╔══

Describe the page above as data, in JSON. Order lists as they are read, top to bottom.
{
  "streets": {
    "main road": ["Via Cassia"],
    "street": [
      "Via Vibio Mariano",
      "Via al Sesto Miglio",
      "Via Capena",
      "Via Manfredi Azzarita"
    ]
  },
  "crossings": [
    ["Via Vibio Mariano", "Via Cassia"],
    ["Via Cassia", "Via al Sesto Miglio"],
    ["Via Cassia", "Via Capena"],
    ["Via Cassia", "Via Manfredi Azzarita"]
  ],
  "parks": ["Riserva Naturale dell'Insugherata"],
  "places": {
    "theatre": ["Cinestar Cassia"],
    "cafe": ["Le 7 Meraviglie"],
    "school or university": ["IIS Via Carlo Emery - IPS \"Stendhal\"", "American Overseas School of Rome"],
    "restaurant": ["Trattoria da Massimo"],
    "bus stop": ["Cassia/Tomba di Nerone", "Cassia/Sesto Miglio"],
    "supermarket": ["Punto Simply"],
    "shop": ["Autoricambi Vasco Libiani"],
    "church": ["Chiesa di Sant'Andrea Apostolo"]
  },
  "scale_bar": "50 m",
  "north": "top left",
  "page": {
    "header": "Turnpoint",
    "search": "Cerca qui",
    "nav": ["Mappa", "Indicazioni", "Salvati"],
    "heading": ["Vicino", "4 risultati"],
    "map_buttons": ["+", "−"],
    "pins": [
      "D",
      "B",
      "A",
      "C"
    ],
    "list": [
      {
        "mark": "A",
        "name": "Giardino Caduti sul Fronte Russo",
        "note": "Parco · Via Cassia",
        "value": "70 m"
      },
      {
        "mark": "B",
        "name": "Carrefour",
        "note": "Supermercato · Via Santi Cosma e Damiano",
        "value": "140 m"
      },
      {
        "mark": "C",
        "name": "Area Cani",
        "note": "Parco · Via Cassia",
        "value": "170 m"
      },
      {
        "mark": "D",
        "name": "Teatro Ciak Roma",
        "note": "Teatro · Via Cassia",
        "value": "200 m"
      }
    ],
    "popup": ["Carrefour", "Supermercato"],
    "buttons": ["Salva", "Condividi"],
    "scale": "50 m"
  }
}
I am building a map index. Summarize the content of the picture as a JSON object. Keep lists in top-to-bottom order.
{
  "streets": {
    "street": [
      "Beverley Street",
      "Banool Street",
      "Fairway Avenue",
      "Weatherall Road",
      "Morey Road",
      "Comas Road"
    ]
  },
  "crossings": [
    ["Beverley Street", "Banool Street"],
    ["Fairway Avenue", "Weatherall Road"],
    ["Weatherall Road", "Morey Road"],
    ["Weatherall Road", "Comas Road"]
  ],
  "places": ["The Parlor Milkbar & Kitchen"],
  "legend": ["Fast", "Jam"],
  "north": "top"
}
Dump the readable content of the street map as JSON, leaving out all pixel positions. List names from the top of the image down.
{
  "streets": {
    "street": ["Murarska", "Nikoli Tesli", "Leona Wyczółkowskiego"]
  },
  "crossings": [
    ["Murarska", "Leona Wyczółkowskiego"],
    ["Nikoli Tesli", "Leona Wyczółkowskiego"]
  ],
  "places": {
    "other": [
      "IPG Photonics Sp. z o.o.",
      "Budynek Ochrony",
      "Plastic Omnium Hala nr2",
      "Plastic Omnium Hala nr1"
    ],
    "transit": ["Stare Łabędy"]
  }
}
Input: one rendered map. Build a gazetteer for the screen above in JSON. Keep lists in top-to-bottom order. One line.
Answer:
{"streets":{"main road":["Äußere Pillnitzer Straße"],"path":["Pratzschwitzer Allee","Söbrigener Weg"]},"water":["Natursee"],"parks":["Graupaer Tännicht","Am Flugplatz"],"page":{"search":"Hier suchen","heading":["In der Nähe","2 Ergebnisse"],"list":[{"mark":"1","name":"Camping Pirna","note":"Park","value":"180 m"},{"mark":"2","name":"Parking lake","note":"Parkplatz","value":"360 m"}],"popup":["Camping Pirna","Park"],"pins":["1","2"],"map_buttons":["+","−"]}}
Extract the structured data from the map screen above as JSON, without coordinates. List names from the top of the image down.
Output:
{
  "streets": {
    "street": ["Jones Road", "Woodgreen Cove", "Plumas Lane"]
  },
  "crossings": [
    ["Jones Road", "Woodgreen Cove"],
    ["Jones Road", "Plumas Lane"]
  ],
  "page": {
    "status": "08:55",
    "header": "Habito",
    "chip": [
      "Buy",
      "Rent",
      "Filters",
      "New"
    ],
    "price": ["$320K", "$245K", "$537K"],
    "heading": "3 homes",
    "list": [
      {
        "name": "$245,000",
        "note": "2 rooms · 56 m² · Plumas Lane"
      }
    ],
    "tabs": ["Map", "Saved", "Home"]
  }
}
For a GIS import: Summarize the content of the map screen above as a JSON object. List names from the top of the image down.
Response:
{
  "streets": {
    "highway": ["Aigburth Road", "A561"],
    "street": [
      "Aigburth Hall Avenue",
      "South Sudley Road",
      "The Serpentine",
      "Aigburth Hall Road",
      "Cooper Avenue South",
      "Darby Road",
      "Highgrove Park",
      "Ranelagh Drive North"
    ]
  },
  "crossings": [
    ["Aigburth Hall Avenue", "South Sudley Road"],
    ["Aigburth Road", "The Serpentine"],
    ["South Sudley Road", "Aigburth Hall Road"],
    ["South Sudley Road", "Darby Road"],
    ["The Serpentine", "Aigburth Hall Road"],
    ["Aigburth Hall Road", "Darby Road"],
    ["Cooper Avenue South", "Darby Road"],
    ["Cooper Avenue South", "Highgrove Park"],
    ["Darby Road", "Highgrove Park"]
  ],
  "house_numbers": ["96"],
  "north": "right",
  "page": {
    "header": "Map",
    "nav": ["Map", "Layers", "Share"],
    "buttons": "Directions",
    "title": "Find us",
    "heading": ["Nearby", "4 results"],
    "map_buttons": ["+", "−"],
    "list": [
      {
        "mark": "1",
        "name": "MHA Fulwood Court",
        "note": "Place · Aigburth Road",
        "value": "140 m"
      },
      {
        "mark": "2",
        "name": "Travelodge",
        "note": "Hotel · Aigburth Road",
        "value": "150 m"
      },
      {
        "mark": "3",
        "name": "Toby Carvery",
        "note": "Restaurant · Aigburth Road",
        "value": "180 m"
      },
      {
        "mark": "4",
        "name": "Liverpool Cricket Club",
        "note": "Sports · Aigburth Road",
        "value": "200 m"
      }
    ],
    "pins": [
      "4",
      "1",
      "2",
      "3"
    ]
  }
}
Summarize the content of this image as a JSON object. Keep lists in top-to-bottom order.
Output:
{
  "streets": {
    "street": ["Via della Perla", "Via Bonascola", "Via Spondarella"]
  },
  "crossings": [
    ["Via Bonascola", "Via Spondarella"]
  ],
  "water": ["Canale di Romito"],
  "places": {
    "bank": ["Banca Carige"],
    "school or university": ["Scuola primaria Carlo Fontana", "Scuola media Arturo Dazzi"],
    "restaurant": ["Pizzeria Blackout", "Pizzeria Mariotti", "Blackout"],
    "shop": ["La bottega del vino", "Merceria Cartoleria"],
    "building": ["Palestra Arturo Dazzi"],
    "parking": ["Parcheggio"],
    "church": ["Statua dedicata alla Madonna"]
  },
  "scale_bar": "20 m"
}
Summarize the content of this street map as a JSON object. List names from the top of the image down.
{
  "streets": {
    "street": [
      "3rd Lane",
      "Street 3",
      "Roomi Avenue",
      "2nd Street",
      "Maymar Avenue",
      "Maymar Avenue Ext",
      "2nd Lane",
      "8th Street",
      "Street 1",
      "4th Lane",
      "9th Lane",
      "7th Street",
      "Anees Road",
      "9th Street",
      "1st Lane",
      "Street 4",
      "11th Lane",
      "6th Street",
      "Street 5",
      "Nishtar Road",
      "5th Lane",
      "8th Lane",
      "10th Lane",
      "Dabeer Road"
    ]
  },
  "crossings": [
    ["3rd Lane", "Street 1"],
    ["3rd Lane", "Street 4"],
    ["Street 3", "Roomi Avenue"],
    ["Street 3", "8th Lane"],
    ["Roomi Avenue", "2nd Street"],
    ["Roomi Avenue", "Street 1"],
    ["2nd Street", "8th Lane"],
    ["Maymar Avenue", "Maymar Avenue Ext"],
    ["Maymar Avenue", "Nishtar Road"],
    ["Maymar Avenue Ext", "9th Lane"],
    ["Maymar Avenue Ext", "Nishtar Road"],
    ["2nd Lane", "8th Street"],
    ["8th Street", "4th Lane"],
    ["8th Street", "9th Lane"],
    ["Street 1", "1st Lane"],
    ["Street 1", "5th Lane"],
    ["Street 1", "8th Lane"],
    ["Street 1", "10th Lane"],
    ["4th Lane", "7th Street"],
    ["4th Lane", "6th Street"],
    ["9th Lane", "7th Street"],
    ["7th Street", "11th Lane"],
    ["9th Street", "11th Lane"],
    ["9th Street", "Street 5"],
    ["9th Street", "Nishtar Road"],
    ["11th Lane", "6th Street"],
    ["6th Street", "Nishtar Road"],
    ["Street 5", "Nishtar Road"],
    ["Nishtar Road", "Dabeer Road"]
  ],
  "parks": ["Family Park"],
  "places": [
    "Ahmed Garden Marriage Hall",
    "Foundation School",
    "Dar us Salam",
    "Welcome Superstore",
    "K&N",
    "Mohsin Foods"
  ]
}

╚══

§ ASSIGNMENT:
In the listing above, locate the line containing "I am building" and the line containing "Input: one rendered". Transcribe those two lines and everything between them, exactly as written.

§ SOLUTION TO THIS PROBLEM:
I am building a map index. Summarize the content of the picture as a JSON object. Keep lists in top-to-bottom order.
{
  "streets": {
    "street": [
      "Beverley Street",
      "Banool Street",
      "Fairway Avenue",
      "Weatherall Road",
      "Morey Road",
      "Comas Road"
    ]
  },
  "crossings": [
    ["Beverley Street", "Banool Street"],
    ["Fairway Avenue", "Weatherall Road"],
    ["Weatherall Road", "Morey Road"],
    ["Weatherall Road", "Comas Road"]
  ],
  "places": ["The Parlor Milkbar & Kitchen"],
  "legend": ["Fast", "Jam"],
  "north": "top"
}
Dump the readable content of the street map as JSON, leaving out all pixel positions. List names from the top of the image down.
{
  "streets": {
    "street": ["Murarska", "Nikoli Tesli", "Leona Wyczółkowskiego"]
  },
  "crossings": [
    ["Murarska", "Leona Wyczółkowskiego"],
    ["Nikoli Tesli", "Leona Wyczółkowskiego"]
  ],
  "places": {
    "other": [
      "IPG Photonics Sp. z o.o.",
      "Budynek Ochrony",
      "Plastic Omnium Hala nr2",
      "Plastic Omnium Hala nr1"
    ],
    "transit": ["Stare Łabędy"]
  }
}
Input: one rendered map. Build a gazetteer for the screen above in JSON. Keep lists in top-to-bottom order. One line.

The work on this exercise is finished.